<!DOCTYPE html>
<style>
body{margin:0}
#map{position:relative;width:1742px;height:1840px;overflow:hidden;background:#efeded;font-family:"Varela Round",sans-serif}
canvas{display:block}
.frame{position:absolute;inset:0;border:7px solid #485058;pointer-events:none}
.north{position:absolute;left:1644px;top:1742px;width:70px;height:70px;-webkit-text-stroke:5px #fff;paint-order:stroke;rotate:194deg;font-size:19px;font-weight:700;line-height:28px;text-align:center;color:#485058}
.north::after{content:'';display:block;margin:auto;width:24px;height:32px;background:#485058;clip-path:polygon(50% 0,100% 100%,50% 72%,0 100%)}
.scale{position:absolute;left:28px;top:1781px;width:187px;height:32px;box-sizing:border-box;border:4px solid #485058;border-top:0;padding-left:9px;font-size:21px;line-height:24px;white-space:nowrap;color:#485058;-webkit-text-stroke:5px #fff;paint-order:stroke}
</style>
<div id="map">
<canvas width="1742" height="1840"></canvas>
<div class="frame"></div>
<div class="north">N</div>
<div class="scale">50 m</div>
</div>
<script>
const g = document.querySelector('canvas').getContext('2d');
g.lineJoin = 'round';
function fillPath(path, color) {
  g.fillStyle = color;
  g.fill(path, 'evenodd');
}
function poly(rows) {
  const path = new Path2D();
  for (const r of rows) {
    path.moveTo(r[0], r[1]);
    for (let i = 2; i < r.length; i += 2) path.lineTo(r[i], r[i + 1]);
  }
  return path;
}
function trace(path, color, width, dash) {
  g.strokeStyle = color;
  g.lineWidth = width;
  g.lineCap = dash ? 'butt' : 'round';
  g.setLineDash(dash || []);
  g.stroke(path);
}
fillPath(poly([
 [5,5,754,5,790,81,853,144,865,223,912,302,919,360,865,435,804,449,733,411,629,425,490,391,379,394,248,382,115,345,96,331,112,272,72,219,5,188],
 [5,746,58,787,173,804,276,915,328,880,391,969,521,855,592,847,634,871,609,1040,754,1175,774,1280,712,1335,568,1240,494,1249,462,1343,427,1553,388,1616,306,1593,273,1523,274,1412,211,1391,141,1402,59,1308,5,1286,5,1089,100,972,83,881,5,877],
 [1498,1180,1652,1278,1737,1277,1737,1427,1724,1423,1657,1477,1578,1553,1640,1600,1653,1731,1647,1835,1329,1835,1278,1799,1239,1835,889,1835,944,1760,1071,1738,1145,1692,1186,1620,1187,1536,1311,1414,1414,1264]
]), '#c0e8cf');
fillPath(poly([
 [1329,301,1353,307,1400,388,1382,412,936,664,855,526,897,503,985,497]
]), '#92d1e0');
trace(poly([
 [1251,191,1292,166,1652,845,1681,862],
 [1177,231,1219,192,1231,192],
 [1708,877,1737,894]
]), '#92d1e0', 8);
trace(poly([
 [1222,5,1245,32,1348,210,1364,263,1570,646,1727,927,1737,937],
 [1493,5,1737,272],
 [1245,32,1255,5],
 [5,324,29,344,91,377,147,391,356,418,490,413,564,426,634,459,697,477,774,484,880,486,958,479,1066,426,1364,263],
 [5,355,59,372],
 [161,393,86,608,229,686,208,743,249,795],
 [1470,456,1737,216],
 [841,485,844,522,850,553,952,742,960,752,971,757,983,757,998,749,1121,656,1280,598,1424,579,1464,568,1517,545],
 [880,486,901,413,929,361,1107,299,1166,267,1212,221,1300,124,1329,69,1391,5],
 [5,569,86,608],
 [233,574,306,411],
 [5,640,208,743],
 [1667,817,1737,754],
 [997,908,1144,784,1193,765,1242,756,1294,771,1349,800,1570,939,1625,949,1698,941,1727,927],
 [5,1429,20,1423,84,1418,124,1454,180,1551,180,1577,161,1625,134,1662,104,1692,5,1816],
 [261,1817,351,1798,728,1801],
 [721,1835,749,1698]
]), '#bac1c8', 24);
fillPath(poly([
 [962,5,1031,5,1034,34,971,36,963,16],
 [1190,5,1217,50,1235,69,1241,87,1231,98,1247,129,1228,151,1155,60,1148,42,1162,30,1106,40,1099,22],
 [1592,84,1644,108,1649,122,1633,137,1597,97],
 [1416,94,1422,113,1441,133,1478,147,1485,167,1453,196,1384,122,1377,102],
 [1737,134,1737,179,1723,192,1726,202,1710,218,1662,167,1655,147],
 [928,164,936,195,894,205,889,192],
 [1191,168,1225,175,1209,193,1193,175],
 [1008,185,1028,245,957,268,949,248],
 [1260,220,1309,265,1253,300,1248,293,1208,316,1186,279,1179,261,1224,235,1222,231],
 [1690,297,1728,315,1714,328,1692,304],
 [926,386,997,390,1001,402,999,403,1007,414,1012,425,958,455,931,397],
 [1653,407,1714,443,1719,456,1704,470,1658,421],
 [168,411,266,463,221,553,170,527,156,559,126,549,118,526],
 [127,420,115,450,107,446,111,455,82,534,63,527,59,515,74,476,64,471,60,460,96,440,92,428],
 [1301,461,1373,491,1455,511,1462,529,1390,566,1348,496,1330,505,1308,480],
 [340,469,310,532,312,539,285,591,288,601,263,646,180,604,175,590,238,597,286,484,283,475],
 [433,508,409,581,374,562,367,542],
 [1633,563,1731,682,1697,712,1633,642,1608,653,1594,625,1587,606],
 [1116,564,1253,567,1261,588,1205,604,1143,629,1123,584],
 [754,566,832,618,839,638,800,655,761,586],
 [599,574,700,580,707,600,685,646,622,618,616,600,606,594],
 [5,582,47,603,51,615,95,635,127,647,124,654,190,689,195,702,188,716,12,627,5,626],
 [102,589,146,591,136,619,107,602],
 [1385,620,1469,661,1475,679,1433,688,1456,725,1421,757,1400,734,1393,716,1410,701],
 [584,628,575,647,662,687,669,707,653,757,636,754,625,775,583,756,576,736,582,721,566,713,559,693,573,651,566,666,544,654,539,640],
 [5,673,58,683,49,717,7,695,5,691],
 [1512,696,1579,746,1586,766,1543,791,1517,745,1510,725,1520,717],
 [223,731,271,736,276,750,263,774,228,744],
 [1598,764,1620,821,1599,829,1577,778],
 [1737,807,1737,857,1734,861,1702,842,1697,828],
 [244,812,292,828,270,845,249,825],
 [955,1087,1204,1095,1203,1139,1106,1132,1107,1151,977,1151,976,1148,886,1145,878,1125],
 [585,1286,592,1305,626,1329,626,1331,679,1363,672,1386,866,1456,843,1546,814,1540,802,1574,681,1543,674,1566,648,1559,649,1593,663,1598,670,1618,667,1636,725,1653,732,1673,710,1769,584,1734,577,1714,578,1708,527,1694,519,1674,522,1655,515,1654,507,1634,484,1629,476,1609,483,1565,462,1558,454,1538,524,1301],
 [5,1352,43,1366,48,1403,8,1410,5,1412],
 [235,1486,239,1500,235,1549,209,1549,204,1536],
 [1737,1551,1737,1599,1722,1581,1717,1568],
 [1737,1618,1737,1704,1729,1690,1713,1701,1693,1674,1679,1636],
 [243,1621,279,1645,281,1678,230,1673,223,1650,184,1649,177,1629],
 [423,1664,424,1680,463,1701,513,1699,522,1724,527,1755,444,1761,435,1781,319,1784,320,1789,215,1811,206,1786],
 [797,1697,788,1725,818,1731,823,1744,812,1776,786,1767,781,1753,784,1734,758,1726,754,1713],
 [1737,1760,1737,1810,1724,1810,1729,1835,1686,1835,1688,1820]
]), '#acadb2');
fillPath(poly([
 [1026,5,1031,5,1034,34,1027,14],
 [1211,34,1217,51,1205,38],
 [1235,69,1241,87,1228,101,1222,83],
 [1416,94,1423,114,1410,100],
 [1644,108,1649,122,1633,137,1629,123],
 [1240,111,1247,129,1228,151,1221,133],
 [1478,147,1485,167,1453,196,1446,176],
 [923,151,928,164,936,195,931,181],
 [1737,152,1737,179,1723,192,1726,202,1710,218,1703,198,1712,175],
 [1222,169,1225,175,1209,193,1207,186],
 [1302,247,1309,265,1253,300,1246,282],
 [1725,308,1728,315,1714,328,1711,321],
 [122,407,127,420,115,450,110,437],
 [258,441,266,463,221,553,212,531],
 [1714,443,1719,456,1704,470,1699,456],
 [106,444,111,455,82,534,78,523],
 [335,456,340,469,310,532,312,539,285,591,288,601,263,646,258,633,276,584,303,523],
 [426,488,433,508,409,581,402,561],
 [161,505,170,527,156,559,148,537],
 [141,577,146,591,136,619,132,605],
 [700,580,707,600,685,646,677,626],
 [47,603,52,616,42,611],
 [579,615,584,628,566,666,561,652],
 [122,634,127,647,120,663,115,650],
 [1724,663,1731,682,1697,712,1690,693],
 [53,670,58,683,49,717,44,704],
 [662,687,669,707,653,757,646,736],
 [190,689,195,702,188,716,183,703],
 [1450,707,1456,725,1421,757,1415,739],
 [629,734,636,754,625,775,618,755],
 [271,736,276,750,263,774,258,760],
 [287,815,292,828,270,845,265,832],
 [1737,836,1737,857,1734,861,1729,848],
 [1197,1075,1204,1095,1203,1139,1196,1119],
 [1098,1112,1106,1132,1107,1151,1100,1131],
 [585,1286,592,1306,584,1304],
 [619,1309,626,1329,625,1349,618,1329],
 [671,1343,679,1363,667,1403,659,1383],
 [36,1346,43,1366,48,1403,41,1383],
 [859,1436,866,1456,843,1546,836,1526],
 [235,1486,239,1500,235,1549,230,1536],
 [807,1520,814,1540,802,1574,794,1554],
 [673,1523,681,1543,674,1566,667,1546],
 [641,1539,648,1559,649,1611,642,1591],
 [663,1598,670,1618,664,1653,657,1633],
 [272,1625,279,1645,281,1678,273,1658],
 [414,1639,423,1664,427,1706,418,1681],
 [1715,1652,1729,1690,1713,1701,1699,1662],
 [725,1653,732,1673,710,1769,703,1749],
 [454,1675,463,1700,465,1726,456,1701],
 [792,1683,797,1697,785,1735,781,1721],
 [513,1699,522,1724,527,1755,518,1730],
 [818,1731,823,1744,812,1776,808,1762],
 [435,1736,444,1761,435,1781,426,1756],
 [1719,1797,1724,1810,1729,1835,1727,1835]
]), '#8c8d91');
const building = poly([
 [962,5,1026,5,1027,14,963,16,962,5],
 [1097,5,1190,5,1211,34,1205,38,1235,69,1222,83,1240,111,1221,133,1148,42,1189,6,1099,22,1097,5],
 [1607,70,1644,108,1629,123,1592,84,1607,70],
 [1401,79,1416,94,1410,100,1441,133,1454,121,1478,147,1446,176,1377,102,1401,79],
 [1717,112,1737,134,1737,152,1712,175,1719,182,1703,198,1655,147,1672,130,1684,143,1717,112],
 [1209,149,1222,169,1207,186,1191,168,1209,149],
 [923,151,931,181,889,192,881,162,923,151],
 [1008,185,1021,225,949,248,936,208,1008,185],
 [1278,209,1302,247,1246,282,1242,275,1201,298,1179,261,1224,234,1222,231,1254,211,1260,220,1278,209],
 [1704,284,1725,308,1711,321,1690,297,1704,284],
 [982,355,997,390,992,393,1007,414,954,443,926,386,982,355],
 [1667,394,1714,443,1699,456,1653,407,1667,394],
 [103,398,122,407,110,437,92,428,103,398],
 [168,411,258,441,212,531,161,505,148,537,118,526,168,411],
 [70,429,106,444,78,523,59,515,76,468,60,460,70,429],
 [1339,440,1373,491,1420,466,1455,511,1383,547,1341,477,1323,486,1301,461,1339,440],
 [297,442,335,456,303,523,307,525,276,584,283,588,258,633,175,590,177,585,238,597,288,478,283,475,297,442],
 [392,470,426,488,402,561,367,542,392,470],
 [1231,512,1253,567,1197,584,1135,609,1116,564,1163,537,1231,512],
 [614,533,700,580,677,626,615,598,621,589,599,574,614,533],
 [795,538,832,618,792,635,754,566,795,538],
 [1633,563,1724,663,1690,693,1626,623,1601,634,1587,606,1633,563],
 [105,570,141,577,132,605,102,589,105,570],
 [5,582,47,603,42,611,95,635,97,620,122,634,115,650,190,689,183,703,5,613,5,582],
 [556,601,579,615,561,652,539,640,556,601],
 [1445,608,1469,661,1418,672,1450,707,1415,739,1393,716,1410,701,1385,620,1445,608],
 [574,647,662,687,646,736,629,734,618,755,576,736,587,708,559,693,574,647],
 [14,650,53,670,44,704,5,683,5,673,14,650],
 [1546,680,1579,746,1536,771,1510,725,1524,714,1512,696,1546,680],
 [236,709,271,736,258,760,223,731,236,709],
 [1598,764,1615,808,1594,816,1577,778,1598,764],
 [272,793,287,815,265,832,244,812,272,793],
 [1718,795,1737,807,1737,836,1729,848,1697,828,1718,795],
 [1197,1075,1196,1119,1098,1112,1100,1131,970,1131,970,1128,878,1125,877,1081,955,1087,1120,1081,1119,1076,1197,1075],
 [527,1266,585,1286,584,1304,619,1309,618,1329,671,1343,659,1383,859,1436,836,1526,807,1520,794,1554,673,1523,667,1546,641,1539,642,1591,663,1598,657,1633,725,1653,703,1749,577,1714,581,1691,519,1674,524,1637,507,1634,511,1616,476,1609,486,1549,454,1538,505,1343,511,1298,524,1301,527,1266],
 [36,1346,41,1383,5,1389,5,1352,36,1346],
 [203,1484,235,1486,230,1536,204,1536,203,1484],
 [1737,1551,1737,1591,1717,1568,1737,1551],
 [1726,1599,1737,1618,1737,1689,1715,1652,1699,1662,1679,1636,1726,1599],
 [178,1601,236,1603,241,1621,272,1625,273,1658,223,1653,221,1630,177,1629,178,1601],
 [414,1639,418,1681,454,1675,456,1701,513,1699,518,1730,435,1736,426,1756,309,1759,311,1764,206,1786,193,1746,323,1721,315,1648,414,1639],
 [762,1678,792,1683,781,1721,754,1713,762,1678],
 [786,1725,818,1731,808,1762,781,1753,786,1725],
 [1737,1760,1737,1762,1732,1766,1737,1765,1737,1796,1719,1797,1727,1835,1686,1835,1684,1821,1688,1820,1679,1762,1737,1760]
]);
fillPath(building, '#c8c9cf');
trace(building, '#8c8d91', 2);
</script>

● **ASSIGNMENT**:
With "canvas" as the string to find, copy every line of the records that holds it.

● **WRITTEN ANSWER**:
canvas{display:block}
<canvas width="1742" height="1840"></canvas>
const g = document.querySelector('canvas').getContext('2d');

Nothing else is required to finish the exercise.